Le discrédit jeté sur le discours racial exaspère ceux qui font de la promotion des divisions raciales leur responsabilité professionnelle, affirmant que les États-Unis sont fondés sur la «suprématie blanche» et que Trump est le représentant naturel des hommes blancs. Le maintien du discours racial est essentiel pour préserver les intérêts sociaux des couches privilégiées de la classe moyenne supérieure qui l’utilisent pour promouvoir leurs propres intérêts.

Charles Blow, du New York Times, a écrit mercredi un article qui souligne certains des changements dans le vote afro-américain indiqués ci-dessus. Cependant, il conclut que cela ne fait que souligner «le pouvoir du patriarcat blanc» et sa capacité à «transcender le genre et l’orientation sexuelle et même la race». En d’autres termes, selon Blow, une partie croissante des Afro-Américains (plus riches) et d’autres minorités ont voté pour Trump afin de défendre la suprématie blanche.
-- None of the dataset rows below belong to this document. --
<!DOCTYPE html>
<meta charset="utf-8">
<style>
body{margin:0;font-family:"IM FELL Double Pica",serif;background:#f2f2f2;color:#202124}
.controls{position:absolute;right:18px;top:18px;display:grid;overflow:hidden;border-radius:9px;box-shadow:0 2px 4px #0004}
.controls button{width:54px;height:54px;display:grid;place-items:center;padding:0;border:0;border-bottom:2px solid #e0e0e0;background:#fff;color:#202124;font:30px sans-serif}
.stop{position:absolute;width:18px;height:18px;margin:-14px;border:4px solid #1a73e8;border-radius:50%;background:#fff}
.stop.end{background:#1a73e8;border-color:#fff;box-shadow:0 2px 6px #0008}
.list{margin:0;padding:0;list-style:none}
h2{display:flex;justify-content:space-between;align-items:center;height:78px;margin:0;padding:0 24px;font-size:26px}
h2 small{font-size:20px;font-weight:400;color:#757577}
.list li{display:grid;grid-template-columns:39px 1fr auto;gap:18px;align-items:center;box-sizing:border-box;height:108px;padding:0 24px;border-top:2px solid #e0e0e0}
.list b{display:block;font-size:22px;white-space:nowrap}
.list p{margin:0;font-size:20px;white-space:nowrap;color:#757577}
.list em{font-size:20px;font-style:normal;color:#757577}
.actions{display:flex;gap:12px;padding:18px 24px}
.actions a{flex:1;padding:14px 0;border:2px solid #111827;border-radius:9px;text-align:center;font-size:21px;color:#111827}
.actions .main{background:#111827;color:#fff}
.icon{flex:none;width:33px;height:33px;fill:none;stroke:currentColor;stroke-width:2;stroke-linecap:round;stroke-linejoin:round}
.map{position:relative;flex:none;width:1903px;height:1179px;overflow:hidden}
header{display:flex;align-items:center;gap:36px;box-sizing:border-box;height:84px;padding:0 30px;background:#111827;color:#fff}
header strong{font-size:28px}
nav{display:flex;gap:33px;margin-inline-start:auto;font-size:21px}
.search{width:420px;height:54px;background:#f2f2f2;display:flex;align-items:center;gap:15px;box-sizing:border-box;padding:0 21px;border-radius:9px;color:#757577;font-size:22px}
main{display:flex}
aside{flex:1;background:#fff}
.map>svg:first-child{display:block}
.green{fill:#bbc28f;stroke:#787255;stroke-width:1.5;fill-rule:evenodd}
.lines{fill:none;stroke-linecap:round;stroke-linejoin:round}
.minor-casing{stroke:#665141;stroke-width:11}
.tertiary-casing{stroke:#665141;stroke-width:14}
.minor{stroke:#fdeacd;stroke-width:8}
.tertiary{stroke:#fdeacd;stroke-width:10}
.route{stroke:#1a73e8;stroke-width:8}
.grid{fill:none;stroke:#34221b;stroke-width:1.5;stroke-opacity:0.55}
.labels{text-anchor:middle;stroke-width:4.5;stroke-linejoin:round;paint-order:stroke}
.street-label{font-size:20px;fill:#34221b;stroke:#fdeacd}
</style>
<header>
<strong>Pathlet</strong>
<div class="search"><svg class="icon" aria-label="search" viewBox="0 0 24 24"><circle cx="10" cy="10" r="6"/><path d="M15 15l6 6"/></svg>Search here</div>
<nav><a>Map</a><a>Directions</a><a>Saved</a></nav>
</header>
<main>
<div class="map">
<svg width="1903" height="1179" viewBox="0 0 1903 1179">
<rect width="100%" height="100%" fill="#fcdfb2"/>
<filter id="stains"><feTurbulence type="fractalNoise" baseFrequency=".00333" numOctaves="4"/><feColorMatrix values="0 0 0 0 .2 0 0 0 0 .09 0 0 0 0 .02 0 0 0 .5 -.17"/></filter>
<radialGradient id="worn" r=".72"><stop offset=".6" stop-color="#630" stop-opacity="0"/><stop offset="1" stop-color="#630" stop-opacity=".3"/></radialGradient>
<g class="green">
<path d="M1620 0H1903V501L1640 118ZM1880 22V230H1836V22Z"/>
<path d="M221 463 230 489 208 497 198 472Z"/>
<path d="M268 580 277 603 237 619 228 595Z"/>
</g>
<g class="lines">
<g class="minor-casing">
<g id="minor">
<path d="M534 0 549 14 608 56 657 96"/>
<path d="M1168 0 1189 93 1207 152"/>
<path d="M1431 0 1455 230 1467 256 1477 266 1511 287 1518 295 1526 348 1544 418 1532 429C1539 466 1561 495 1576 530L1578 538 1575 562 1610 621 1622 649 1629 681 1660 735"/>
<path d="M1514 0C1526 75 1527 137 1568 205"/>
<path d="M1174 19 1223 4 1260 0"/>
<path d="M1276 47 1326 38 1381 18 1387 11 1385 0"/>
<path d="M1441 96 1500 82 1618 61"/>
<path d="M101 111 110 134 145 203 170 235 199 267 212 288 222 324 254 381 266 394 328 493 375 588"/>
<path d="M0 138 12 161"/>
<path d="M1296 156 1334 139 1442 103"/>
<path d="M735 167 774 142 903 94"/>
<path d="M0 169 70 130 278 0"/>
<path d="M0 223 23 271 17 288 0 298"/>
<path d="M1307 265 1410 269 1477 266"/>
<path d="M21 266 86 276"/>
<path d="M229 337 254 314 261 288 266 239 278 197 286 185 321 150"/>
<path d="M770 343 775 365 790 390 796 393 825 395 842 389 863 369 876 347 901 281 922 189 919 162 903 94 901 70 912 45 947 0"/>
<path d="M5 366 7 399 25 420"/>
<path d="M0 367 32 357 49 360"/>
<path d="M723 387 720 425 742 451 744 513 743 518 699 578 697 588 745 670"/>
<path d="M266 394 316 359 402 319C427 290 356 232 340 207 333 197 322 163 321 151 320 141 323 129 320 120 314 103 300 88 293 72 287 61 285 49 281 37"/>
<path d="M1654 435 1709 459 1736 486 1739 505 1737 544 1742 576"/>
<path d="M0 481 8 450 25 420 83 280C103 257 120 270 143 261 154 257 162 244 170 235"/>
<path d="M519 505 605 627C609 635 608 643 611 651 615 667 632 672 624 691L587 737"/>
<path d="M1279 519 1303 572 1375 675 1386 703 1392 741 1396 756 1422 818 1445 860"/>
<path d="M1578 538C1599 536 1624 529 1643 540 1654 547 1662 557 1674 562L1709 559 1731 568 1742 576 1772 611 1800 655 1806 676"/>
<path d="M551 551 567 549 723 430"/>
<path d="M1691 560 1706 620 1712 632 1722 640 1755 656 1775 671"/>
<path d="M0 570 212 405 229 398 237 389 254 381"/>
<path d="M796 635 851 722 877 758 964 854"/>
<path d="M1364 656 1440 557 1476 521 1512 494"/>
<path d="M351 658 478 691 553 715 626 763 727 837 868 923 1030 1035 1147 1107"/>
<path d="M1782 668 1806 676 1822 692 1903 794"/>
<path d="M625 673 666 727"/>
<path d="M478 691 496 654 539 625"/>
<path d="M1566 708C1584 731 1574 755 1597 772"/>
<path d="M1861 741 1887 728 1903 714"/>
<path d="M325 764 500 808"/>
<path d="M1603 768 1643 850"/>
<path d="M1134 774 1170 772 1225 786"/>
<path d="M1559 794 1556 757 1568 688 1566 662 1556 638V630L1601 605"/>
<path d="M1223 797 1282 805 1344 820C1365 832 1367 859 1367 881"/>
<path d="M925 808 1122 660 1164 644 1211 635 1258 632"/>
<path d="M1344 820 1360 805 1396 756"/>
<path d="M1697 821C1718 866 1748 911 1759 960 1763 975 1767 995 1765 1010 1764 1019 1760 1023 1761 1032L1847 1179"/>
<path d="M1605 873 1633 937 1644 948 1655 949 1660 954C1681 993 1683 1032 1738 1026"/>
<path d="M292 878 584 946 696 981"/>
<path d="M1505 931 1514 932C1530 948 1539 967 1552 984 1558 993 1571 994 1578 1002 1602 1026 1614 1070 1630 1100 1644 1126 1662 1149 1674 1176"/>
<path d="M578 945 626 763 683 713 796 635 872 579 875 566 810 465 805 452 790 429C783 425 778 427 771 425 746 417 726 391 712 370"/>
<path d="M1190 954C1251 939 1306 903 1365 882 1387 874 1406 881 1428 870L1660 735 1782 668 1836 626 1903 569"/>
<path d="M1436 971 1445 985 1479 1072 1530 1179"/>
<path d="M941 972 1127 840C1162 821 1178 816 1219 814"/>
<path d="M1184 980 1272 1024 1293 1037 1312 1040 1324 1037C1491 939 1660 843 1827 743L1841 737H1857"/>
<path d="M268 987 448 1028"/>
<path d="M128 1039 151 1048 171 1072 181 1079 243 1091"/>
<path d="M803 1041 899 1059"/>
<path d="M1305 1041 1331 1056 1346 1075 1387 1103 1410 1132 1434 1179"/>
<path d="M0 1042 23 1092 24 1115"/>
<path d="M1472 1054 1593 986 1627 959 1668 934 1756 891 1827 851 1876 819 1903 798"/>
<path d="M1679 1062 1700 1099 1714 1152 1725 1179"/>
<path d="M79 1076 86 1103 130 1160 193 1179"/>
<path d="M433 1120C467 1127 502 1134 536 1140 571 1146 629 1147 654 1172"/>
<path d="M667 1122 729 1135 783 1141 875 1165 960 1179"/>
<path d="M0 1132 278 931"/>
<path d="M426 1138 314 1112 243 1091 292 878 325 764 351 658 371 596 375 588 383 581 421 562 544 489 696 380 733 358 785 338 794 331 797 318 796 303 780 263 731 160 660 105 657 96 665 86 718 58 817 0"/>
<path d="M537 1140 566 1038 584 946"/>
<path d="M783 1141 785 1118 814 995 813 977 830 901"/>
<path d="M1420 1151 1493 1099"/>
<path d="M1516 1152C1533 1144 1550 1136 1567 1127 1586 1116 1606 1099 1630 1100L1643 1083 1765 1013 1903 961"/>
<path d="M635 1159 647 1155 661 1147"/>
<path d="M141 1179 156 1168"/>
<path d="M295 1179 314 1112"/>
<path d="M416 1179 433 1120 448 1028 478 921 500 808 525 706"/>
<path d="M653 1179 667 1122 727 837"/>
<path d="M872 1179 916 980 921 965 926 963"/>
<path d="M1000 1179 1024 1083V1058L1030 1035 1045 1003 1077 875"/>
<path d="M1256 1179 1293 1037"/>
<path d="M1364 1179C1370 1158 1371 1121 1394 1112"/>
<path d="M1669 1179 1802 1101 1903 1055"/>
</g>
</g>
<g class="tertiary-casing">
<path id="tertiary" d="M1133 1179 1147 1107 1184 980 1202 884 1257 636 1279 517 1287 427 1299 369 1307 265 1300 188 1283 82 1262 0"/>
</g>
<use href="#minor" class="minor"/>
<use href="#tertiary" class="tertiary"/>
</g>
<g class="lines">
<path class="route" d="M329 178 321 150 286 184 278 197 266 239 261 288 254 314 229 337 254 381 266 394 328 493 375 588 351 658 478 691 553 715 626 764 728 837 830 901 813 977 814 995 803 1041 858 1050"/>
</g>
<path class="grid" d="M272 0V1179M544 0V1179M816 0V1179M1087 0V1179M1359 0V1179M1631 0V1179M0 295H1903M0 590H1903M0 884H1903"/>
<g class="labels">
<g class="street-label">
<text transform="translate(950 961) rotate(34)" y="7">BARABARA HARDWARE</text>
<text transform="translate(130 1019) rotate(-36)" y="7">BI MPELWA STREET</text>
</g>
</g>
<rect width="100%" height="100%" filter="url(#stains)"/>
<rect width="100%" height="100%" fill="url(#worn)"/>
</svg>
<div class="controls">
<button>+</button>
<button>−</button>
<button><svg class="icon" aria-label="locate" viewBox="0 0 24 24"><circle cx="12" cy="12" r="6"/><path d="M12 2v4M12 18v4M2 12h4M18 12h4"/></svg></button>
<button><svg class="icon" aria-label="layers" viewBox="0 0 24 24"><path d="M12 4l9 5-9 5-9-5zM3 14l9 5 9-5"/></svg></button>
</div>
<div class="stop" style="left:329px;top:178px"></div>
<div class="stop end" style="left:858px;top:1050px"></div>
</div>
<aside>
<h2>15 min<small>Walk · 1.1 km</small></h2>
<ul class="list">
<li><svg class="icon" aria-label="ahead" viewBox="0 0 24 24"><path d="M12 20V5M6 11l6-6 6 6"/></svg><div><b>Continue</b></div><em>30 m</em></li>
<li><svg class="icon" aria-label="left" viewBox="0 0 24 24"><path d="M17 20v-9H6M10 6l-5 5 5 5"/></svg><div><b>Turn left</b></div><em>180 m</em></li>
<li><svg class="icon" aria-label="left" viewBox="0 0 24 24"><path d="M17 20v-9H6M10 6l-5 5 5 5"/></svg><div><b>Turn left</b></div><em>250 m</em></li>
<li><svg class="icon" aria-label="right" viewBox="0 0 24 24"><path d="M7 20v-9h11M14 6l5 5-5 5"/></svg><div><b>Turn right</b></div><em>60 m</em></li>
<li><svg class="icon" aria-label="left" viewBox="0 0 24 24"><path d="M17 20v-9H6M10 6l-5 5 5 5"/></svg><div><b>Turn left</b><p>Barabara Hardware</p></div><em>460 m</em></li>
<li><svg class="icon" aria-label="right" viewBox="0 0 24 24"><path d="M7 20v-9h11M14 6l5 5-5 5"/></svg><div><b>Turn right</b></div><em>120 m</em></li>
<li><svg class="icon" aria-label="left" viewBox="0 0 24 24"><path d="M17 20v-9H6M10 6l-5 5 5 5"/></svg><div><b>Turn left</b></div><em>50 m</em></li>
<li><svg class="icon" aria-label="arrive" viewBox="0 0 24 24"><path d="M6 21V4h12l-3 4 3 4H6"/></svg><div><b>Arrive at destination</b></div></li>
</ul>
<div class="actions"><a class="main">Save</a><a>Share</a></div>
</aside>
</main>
Les facteurs dominants qui influencent l’évolution des modes de vote sont de nature socio-économique, mais cela ne signifie pas automatiquement que les travailleurs sont conscients de leurs intérêts de classe indépendants. Les travailleurs sont soumis à toutes sortes d’influences et de manipulations, y compris ceux qui ont voté pour Trump. Ce dernier, à sa manière nocive, a cherché à profiter de l'insécurité économique. Il a aussi exploité l’hostilité envers le parti démocrate, qui est autant le parti des plans de sauvetage pour les banques, de la guerre et de l’inégalité sociale que les républicains.

Le grand danger est que, dans le cadre du système politique existant, contrôlé par deux partis capitalistes, il ne peut y avoir aucune expression véritable des intérêts sociaux et économiques de la grande majorité de la population, la classe ouvrière de toutes les races et de tous les sexes.

La tâche des socialistes est de développer au sein de la classe ouvrière une véritable conscience de classe et de construire un mouvement politique basé sur leurs intérêts de classe communs en opposition au système capitaliste.